**Information supplied:**
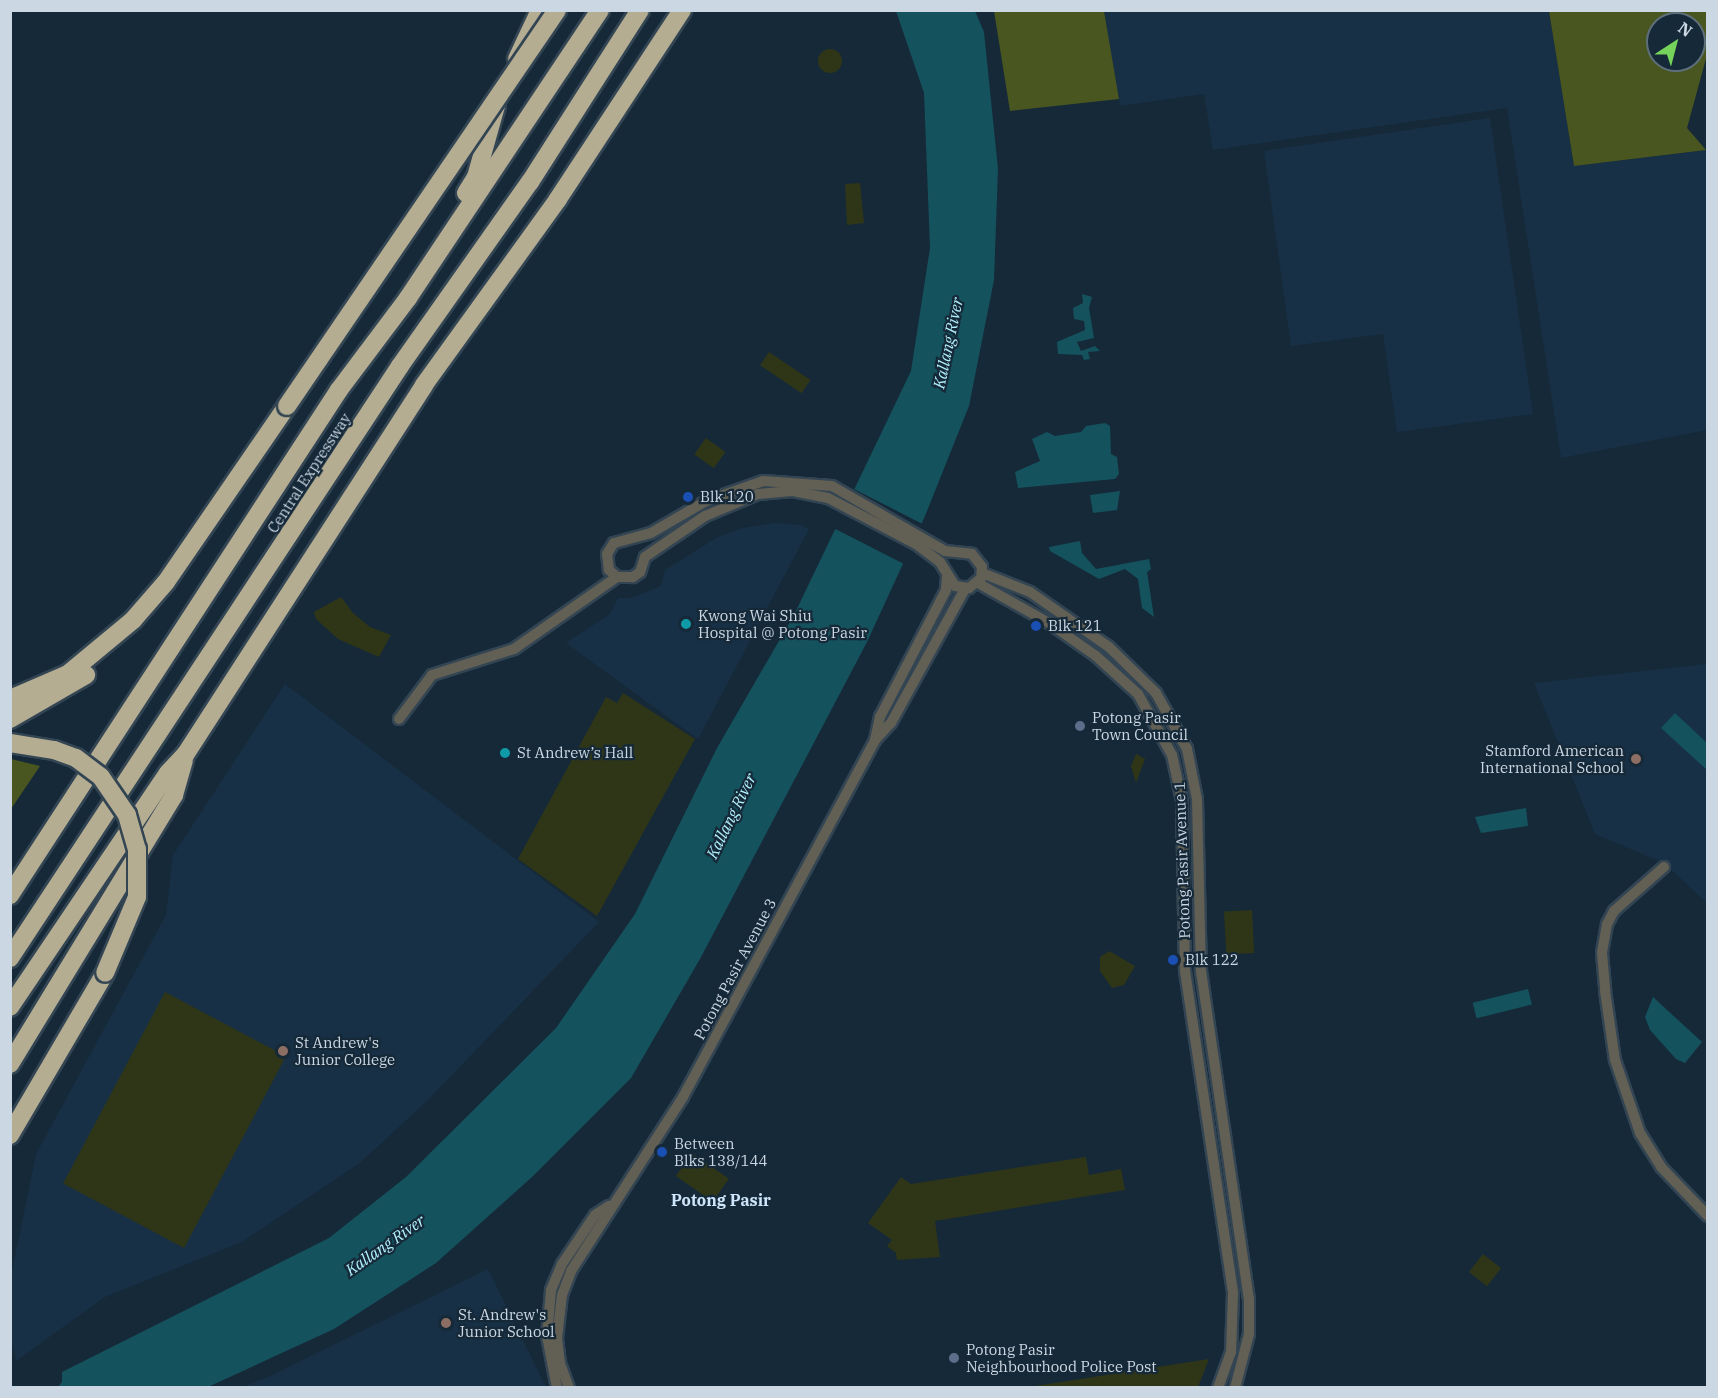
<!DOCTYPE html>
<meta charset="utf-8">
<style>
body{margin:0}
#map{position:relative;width:1718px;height:1398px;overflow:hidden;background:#162938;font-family:"IBM Plex Serif",serif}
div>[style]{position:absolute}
.built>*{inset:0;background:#173045}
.green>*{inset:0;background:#2f3618;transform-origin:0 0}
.round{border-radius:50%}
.forest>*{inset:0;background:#495620}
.water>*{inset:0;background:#14525d;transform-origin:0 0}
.pier>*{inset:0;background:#162938;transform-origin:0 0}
.roads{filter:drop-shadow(2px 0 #334553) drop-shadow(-2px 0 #334553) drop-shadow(0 2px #334553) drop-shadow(0 -2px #334553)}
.street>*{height:10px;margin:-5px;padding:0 5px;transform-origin:5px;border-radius:5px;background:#625f54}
.highway>*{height:18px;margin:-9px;padding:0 9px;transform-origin:9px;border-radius:9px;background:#b5ad92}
.bridges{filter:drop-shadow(2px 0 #334553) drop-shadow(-2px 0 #334553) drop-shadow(0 2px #334553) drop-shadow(0 -2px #334553)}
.highway-bridge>*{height:18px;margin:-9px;padding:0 9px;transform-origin:9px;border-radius:9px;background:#b5ad92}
.dots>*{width:16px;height:16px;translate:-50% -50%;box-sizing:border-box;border:3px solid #162938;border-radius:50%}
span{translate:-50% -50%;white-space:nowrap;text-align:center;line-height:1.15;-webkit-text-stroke:4.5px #162938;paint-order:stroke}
.street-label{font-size:15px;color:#cbd7e2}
.poi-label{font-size:15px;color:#cbd7e2}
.left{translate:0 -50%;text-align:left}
.right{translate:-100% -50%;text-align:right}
.water-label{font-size:16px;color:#b1f0fd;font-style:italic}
.neighbourhood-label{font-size:16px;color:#cee6fb;font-weight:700}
.frame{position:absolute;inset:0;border:12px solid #cbd7e2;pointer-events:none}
.north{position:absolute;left:1646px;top:12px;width:60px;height:60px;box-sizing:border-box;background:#162938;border:2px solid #5e6f7c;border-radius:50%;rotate:36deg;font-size:16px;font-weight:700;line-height:24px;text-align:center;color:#cbd7e2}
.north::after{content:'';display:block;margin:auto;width:21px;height:27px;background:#75d25b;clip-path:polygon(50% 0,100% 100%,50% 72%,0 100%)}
</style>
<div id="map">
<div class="built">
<i style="clip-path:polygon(1104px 11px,1549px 11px,1574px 166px,1707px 150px,1707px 430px,1561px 458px,1507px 108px,1213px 150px,1204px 94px,1120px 106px)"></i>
<i style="clip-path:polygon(1490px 118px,1533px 414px,1397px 432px,1383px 334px,1291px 346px,1264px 151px)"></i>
<i style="clip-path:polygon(775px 523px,801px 525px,809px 529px,698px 739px,566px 643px,610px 614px,618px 598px,631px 598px,661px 586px,665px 570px,716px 538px,742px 528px)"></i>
<i style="clip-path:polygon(1707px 664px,1707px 903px,1664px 863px,1595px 834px,1534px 683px)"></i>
<i style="clip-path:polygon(285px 684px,599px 922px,427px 1101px,361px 1162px,242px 1242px,105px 1297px,16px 1361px,11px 1339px,11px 1276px,36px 1154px,166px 915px,173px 855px)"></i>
<i style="clip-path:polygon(488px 1269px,546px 1387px,243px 1387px,268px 1377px)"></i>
</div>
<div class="green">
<i class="round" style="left:818px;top:49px;width:24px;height:24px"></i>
<i style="clip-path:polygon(860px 183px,864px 223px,847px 225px,845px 184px)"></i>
<i style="left:769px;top:352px;width:50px;height:16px;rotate:34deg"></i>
<i style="left:706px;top:438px;width:24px;height:20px;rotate:36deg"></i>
<i style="clip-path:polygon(341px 597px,353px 613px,370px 627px,391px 635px,379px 657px,338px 639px,316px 619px,314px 612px)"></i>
<i style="clip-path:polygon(623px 693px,695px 739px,597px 916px,518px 859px,606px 697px,617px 703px)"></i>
<i style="clip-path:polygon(1136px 754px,1145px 759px,1136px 783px,1131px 766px)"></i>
<i style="left:1252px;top:910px;width:43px;height:28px;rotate:87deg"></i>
<i style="clip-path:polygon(1109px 951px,1135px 966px,1124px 985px,1112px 988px,1100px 971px,1100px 957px)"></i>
<i style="left:165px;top:992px;width:137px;height:217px;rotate:28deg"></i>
<i style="left:692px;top:1153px;width:45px;height:28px;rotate:35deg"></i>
<i style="clip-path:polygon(1086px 1157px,1089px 1175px,1121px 1169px,1125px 1190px,935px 1221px,940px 1257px,897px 1260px,896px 1253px,887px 1246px,892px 1240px,868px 1223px,901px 1177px,911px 1184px)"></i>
<i style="left:1483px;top:1254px;width:23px;height:23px;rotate:38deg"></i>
<i style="clip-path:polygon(1209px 1359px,1198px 1387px,1029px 1387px)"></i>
</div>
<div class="forest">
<i style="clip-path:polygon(994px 11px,1104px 11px,1119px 99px,1010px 111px)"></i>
<i style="clip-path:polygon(evenodd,1549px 11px,1707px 11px,1707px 55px,1687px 128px,1706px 150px,1574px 166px,1549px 11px,1658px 24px,1694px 24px,1694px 60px,1658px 60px,1658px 24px)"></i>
<i style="clip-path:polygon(11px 759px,40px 766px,11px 809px,10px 759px)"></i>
</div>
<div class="water">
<i style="clip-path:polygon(896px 11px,975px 11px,984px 32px,998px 169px,994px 280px,969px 406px,925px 516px,867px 642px,700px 959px,631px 1078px,532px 1177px,436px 1263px,334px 1329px,208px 1387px,57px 1388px,62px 1382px,62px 1372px,329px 1238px,406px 1177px,556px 1028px,635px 914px,717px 748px,794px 615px,911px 371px,930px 248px,924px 93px)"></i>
<i style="clip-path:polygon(1082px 294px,1092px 297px,1089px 308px,1094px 338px,1077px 342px,1081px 351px,1095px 346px,1100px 351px,1088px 352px,1090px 359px,1084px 360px,1082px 355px,1058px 354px,1057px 342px,1085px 330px,1084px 321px,1074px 319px,1073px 308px,1083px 303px)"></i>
<i style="clip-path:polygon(1105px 423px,1110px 426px,1111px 454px,1117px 457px,1119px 474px,1115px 479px,1018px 488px,1015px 472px,1040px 461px,1032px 439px,1047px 432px,1055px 436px,1081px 432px,1086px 426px)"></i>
<i style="clip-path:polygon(1120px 491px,1117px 510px,1093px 513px,1090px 495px)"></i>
<i style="clip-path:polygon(1080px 541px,1082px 553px,1096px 569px,1149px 559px,1151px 569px,1147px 572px,1154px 617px,1142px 608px,1138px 579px,1125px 569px,1099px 579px,1050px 551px,1049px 547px)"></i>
<i style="clip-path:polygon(1675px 713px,1707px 743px,1707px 770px,1661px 728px)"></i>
<i style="clip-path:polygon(1526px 808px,1528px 826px,1481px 833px,1475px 817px)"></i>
<i style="left:1528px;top:989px;width:16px;height:57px;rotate:76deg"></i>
<i style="clip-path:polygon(1653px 997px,1702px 1042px,1685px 1063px,1676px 1059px,1650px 1030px,1645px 1017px)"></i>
</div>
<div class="pier">
<i style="left:850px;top:487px;width:83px;height:44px;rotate:27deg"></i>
</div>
<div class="roads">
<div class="street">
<i style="left:763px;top:481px;width:69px;rotate:4.1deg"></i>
<i style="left:832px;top:486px;width:130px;rotate:29.9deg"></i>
<i style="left:945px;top:551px;width:27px;rotate:6deg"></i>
<i style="left:972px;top:554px;width:16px;rotate:52deg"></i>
<i style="left:982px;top:567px;width:11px;rotate:95deg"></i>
<i style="left:981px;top:578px;width:16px;rotate:140deg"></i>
<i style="left:969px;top:588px;width:14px;rotate:-172deg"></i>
<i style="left:955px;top:586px;width:28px;rotate:-122deg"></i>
<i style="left:940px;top:562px;width:30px;rotate:-143deg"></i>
<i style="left:916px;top:544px;width:99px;rotate:-152.4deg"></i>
<i style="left:828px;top:498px;width:37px;rotate:-169deg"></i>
<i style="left:792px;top:491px;width:34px;rotate:175deg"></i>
<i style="left:758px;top:494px;width:57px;rotate:157.5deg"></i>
<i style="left:705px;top:516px;width:73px;rotate:145.7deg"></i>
<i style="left:645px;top:557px;width:16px;rotate:108deg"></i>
<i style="left:640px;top:572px;width:9px;rotate:144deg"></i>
<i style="left:633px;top:577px;width:16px;rotate:180deg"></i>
<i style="left:617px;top:577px;width:11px;rotate:-139deg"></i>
<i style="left:609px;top:570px;width:16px;rotate:-97deg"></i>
<i style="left:607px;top:554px;width:13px;rotate:-58deg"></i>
<i style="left:614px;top:543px;width:38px;rotate:-15deg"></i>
<i style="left:651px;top:533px;width:64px;rotate:-30.2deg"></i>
<i style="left:706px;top:501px;width:60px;rotate:-19.3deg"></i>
<i style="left:982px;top:573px;width:52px;rotate:21.6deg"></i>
<i style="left:1030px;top:592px;width:96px;rotate:34.8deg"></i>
<i style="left:1109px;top:647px;width:66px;rotate:44.4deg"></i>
<i style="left:1156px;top:693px;width:64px;rotate:61deg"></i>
<i style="left:1187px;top:749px;width:51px;rotate:78.7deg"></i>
<i style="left:1197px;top:799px;width:172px;rotate:88.7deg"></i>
<i style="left:1201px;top:971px;width:331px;rotate:81.7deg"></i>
<i style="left:1249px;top:1299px;width:35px;rotate:90deg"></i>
<i style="left:1249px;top:1334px;width:56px;rotate:104.5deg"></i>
<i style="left:978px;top:583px;width:81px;rotate:29.4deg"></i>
<i style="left:1049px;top:623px;width:57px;rotate:35.1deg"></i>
<i style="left:1096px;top:656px;width:57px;rotate:42.1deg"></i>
<i style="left:1138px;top:694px;width:70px;rotate:60.9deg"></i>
<i style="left:1172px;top:755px;width:47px;rotate:77.7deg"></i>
<i style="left:1182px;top:801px;width:170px;rotate:89deg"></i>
<i style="left:1185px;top:971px;width:326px;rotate:81.5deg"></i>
<i style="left:1233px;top:1293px;width:59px;rotate:91.9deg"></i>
<i style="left:1231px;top:1352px;width:38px;rotate:110deg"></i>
<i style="left:399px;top:719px;width:55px;rotate:-53.1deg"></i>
<i style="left:432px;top:675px;width:86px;rotate:-17.6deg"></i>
<i style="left:514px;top:649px;width:126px;rotate:-35deg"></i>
<i style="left:875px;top:740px;width:24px;rotate:-78deg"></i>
<i style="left:880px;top:717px;width:143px;rotate:-62.5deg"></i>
<i style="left:946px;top:590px;width:13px;rotate:-86deg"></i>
<i style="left:1664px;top:867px;width:67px;rotate:138.7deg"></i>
<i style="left:1614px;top:911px;width:15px;rotate:118deg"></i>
<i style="left:1607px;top:924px;width:29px;rotate:100deg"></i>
<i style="left:1602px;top:953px;width:38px;rotate:85deg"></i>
<i style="left:1605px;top:991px;width:70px;rotate:81.8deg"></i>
<i style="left:1615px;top:1060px;width:77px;rotate:71.1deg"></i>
<i style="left:1640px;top:1133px;width:40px;rotate:58deg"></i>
<i style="left:1661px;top:1167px;width:68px;rotate:46.2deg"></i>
<i style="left:557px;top:1388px;width:53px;rotate:-100.9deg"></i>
<i style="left:547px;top:1336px;width:46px;rotate:-85deg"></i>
<i style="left:551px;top:1290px;width:28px;rotate:-67deg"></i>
<i style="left:562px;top:1264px;width:59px;rotate:-56deg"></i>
<i style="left:595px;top:1215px;width:17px;rotate:-33deg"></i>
<i style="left:569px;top:1388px;width:27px;rotate:-110deg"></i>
<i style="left:560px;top:1363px;width:25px;rotate:-97deg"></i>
<i style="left:557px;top:1338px;width:43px;rotate:-83.4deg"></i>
<i style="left:562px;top:1295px;width:26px;rotate:-69deg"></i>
<i style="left:571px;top:1271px;width:207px;rotate:-57.2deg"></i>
<i style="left:683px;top:1097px;width:405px;rotate:-61.7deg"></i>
<i style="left:875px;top:740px;width:23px;rotate:-47deg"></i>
<i style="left:891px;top:723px;width:153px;rotate:-61.1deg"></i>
</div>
<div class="highway">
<i style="left:517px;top:59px;width:54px;rotate:-64.9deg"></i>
<i style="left:466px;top:193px;width:19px;rotate:-58deg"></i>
<i style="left:476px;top:177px;width:74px;rotate:-74.3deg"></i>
<i style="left:10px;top:699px;width:63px;rotate:-23.3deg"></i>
<i style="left:68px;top:674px;width:85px;rotate:-39.7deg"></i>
<i style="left:133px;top:620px;width:50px;rotate:-49deg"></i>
<i style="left:166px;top:582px;width:214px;rotate:-55.5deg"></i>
<i style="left:10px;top:719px;width:88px;rotate:-30.1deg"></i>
<i style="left:10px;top:895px;width:603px;rotate:-56.92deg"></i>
<i style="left:339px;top:390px;width:115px;rotate:-53.1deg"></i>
<i style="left:408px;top:298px;width:346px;rotate:-56.3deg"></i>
<i style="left:10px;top:958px;width:709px;rotate:-56.62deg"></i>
<i style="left:400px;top:366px;width:225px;rotate:-54.8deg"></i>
<i style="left:530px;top:182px;width:204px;rotate:-57.4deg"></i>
<i style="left:10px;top:1007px;width:282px;rotate:-56deg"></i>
<i style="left:168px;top:773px;width:25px;rotate:-47deg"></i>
<i style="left:185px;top:755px;width:440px;rotate:-57.1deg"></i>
<i style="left:424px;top:385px;width:229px;rotate:-54.2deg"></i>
<i style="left:558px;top:199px;width:226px;rotate:-56.7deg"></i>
<i style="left:10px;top:1064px;width:315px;rotate:-58.6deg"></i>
<i style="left:174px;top:795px;width:36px;rotate:-74deg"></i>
<i style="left:10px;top:1135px;width:188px;rotate:-59.6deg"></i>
</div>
</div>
<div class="bridges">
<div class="highway-bridge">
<i style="left:287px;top:406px;width:479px;rotate:-55.7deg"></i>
<i style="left:10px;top:743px;width:45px;rotate:9deg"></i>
<i style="left:54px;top:750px;width:23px;rotate:20deg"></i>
<i style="left:76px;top:758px;width:31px;rotate:37deg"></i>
<i style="left:101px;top:777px;width:46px;rotate:55.6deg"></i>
<i style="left:127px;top:815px;width:35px;rotate:74deg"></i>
<i style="left:137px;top:849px;width:48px;rotate:90deg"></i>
<i style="left:137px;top:897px;width:82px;rotate:112.8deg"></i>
</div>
</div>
<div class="dots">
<i style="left:688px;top:497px;background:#1a4fb4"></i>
<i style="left:686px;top:624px;background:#0f9aa8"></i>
<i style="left:1036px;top:626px;background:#1a4fb4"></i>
<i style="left:1080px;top:726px;background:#5c6f8a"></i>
<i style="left:505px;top:753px;background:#0f9aa8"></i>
<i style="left:1636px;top:759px;background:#8d6e63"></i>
<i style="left:1173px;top:960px;background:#1a4fb4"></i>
<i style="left:283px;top:1051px;background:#8d6e63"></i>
<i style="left:662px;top:1152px;background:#1a4fb4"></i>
<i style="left:446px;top:1323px;background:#8d6e63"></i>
<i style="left:954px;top:1358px;background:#5c6f8a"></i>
</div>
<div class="street-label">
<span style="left:309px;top:473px;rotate:-57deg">Central Expressway</span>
<span style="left:1182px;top:860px;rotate:-92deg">Potong Pasir Avenue 1</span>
<span style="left:735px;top:969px;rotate:-62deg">Potong Pasir Avenue 3</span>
</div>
<div class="poi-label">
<span class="left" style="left:700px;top:497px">Blk 120</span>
<span class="left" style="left:698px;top:624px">Kwong Wai Shiu<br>Hospital @ Potong Pasir</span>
<span class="left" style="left:1048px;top:626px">Blk 121</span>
<span class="left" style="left:1092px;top:726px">Potong Pasir<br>Town Council</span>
<span class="right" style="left:1624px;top:759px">Stamford American<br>International School</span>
<span class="left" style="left:517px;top:753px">St Andrew’s Hall</span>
<span class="left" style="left:1185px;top:960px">Blk 122</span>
<span class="left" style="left:295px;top:1051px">St Andrew's<br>Junior College</span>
<span class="left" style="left:674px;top:1152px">Between<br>Blks 138/144</span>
<span class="left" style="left:458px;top:1323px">St. Andrew's<br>Junior School</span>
<span class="left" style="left:966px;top:1358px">Potong Pasir<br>Neighbourhood Police Post</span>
</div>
<div class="water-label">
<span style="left:948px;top:343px;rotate:-78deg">Kallang River</span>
<span style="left:731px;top:816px;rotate:-64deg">Kallang River</span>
<span style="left:385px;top:1245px;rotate:-35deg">Kallang River</span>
</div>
<div class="neighbourhood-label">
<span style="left:721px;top:1200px">Potong Pasir</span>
</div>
<div class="frame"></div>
<div class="north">N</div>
</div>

**Problem details:**
Scan the listing for the string "green", then copy every line where it appears.

**Result of this exercise:**
.green>*{inset:0;background:#2f3618;transform-origin:0 0}
<div class="green">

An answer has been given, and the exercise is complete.